**What this task involves:**
Give the records below again exactly, and exclude each picture.

**Excerpted records:**

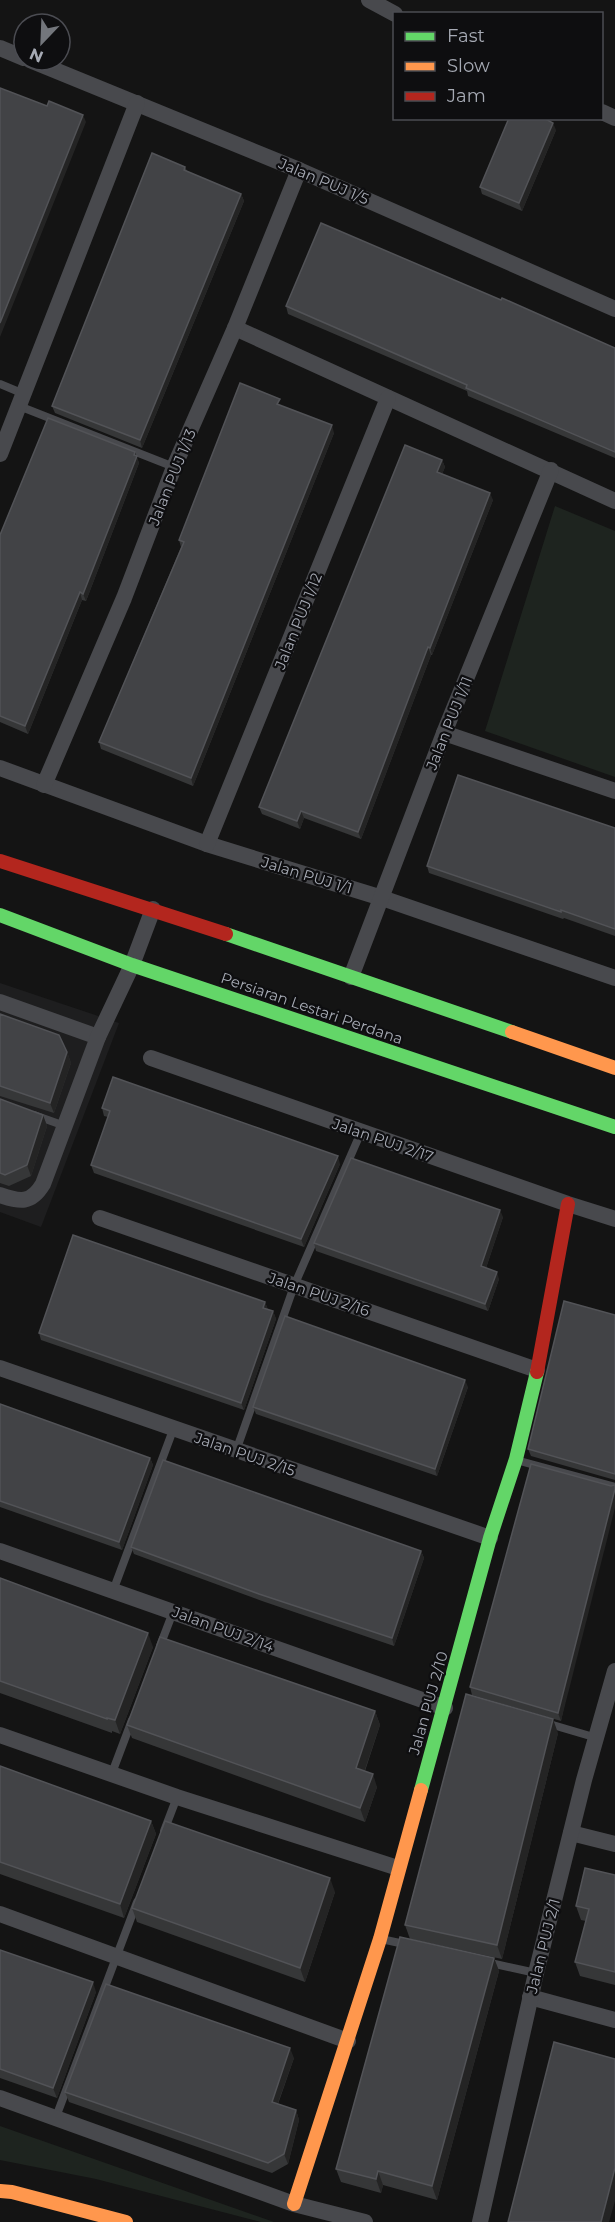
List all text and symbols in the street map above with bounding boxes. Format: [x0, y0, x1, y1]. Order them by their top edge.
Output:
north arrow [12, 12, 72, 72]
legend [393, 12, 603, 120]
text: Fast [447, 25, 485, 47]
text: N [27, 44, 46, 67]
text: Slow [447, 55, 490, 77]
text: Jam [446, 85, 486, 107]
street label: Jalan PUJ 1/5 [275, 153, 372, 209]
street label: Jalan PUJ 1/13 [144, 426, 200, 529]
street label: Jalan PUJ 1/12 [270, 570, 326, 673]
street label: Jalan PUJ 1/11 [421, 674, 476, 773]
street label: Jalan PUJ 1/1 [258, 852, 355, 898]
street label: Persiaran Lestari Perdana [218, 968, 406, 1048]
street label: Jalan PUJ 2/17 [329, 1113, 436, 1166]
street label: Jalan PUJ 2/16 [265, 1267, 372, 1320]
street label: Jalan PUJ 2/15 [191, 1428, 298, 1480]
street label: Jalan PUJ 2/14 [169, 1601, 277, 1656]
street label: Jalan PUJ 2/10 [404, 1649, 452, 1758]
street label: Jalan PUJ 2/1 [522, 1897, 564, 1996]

**Result:**
List all text and symbols in the street map above with bounding boxes. Format: [x0, y0, x1, y1]. Order them by their top edge.
Output:
north arrow [12, 12, 72, 72]
legend [393, 12, 603, 120]
text: Fast [447, 25, 485, 47]
text: N [27, 44, 46, 67]
text: Slow [447, 55, 490, 77]
text: Jam [446, 85, 486, 107]
street label: Jalan PUJ 1/5 [275, 153, 372, 209]
street label: Jalan PUJ 1/13 [144, 426, 200, 529]
street label: Jalan PUJ 1/12 [270, 570, 326, 673]
street label: Jalan PUJ 1/11 [421, 674, 476, 773]
street label: Jalan PUJ 1/1 [258, 852, 355, 898]
street label: Persiaran Lestari Perdana [218, 968, 406, 1048]
street label: Jalan PUJ 2/17 [329, 1113, 436, 1166]
street label: Jalan PUJ 2/16 [265, 1267, 372, 1320]
street label: Jalan PUJ 2/15 [191, 1428, 298, 1480]
street label: Jalan PUJ 2/14 [169, 1601, 277, 1656]
street label: Jalan PUJ 2/10 [404, 1649, 452, 1758]
street label: Jalan PUJ 2/1 [522, 1897, 564, 1996]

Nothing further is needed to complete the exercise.